The independent standard for AI evaluation
123 real-world tasks. 14 categories. Every score with error bars. ModelBench evaluates AI models on tool use, safety, and reasoning — not sanitized academic benchmarks that models have memorized.
AI evaluation is broken. Models score 90% on MMLU because they have seen the questions. ModelBench tests what matters in production: Can they call the right tools? Do they refuse harmful requests? Are they honest when uncertain? We publish every score with 95% confidence intervals, every judge's reasoning, and every methodology detail. No black boxes.
Why ModelBench
- Real tasks, not academic trivia — 123 production agent tasks: tool calling, UI generation, multi-step workflows, safety boundaries.

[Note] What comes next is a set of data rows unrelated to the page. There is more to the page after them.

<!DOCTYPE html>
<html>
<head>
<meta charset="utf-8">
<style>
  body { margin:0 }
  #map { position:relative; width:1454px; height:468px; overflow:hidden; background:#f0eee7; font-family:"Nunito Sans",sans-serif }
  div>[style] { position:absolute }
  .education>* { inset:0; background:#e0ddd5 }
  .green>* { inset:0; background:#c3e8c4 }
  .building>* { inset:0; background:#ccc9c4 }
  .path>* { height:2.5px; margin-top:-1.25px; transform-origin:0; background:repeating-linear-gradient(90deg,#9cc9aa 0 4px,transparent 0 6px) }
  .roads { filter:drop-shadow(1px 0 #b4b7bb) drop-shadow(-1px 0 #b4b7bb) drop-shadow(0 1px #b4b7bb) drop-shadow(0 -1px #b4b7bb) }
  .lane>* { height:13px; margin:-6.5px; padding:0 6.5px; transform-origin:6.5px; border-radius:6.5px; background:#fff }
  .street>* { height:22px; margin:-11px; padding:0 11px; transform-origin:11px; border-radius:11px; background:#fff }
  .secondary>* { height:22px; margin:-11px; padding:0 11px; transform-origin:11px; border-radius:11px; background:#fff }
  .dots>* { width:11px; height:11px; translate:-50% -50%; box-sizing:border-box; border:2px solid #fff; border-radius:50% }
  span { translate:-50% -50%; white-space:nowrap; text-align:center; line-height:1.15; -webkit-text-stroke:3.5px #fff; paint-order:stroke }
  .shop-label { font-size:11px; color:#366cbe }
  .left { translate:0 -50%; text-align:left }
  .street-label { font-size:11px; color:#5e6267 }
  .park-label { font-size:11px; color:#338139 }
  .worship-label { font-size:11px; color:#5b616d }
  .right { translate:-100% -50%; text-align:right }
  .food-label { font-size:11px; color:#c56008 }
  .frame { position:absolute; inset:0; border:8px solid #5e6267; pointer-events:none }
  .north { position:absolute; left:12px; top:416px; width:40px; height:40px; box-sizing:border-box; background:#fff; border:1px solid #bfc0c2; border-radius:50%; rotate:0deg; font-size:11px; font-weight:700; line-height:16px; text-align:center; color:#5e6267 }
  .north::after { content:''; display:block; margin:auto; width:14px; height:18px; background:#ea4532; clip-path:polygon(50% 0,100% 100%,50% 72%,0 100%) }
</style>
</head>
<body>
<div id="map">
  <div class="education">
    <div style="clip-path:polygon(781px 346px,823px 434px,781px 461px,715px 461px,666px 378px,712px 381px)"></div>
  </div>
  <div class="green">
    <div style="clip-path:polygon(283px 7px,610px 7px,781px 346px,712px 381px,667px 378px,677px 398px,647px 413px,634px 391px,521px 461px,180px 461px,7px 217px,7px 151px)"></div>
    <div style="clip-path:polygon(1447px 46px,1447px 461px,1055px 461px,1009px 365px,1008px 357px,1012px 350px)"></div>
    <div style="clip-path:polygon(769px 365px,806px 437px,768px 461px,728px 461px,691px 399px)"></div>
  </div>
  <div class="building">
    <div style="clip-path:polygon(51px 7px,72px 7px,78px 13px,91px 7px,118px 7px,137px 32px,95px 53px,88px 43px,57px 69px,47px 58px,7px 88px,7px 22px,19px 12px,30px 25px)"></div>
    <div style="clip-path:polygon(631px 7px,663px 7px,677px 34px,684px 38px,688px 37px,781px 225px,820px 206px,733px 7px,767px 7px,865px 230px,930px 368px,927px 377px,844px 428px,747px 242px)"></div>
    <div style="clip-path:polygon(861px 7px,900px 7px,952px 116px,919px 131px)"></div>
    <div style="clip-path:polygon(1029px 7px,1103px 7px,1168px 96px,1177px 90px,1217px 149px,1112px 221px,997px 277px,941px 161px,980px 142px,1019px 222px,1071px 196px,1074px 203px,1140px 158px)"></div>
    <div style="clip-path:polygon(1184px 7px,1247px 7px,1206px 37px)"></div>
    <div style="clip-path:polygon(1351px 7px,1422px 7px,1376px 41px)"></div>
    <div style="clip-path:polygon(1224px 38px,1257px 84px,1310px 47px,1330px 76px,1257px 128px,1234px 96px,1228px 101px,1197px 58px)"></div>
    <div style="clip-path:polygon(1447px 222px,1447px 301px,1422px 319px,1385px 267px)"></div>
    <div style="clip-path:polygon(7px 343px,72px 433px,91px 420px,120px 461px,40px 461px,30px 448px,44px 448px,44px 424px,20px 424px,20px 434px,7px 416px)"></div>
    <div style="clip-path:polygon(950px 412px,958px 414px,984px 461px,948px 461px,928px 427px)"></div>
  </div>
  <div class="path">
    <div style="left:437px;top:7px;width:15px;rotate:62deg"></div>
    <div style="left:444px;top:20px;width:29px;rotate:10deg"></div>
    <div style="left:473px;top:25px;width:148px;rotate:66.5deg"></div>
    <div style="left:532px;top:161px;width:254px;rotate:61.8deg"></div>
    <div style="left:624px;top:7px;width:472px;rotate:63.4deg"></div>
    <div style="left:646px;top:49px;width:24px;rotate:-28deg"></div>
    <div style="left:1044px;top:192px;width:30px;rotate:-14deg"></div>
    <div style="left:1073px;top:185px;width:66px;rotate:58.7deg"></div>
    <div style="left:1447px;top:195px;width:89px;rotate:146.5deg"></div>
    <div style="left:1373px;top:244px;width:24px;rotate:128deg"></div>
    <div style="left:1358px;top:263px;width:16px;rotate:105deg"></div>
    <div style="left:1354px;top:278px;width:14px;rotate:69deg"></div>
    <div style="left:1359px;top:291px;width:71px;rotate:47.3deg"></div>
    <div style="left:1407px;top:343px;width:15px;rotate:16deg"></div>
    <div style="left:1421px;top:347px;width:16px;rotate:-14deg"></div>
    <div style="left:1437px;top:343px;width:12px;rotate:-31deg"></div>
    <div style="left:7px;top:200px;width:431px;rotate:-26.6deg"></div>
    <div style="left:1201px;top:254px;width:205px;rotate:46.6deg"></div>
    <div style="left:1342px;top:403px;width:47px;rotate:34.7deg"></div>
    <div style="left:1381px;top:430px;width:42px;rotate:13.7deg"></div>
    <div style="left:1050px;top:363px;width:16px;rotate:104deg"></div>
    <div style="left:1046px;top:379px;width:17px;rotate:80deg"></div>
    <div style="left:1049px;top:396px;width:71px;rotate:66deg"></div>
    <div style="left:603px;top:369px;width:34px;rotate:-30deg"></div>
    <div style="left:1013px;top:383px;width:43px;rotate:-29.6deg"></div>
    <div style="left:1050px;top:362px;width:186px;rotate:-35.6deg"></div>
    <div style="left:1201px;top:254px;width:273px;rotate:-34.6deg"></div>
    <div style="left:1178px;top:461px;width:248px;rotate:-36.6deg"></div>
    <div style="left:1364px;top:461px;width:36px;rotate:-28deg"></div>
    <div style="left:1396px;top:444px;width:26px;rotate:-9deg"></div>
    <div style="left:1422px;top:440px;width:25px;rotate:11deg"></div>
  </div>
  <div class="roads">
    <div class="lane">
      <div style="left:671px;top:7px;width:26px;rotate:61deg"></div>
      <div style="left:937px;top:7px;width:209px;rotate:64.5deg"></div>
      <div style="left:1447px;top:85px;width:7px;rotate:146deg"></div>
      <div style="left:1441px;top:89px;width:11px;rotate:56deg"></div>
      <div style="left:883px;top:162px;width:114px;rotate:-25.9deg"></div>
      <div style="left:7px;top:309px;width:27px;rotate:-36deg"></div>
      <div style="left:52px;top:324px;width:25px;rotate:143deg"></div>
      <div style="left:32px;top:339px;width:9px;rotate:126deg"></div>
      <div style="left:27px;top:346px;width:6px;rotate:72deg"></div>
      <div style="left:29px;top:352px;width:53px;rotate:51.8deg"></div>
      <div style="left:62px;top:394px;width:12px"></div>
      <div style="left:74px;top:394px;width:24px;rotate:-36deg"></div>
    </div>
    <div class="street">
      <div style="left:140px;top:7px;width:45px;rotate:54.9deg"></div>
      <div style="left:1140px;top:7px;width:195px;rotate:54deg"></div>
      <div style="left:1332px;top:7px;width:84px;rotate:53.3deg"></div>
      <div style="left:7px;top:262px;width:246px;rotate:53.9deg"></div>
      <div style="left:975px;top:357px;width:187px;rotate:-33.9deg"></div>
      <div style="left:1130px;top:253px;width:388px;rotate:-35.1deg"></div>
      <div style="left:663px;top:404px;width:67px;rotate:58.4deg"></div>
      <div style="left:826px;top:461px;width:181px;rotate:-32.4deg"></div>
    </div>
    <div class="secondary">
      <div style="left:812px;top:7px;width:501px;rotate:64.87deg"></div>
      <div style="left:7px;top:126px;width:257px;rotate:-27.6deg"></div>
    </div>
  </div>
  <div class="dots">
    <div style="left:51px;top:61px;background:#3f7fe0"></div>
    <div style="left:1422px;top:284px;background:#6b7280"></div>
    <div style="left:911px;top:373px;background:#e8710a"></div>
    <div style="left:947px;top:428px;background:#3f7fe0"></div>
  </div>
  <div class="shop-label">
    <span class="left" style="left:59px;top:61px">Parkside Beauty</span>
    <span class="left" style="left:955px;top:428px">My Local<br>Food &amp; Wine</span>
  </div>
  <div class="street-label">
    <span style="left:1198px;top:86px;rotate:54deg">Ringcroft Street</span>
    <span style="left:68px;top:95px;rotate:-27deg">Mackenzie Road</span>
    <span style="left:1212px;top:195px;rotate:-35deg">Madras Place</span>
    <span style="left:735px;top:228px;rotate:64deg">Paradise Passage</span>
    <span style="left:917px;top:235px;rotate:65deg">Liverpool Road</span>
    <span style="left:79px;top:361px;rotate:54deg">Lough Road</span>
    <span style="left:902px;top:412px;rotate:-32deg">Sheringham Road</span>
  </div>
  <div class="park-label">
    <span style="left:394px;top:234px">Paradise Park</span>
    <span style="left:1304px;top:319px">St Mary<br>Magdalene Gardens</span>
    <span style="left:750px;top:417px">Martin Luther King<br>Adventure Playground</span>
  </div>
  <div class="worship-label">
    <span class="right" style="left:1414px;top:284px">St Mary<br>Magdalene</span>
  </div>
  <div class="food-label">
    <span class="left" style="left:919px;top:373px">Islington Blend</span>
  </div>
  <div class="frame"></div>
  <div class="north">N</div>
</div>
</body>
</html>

- Bias-aware judging — Gemma 4 31B judge with 12-bias mitigation (CALM framework). Open-weight, Apache 2.0.
- Statistical rigor — SEM and 95% confidence intervals on every score, following Anthropic's evaluation methodology.
- Anti-gaming by design — Contamination detection, temporal drift monitoring, and 3 prompt format variants.
How It Works
- Models face real tasks — Each model receives the same 123 tasks spanning 14 categories.
- Automated checks + AI judge evaluate — Deterministic assertions verify tool calls. Gemma 4 31B evaluates quality with 12-bias mitigation.
- Rankings with confidence — Results include error bars, score distributions, and power analysis.
Methodology grounded in 50+ peer-reviewed sources including Anthropic's evaluation research, Stanford HELM, the CALM framework for judge bias, and the International AI Safety Report led by Yoshua Bengio.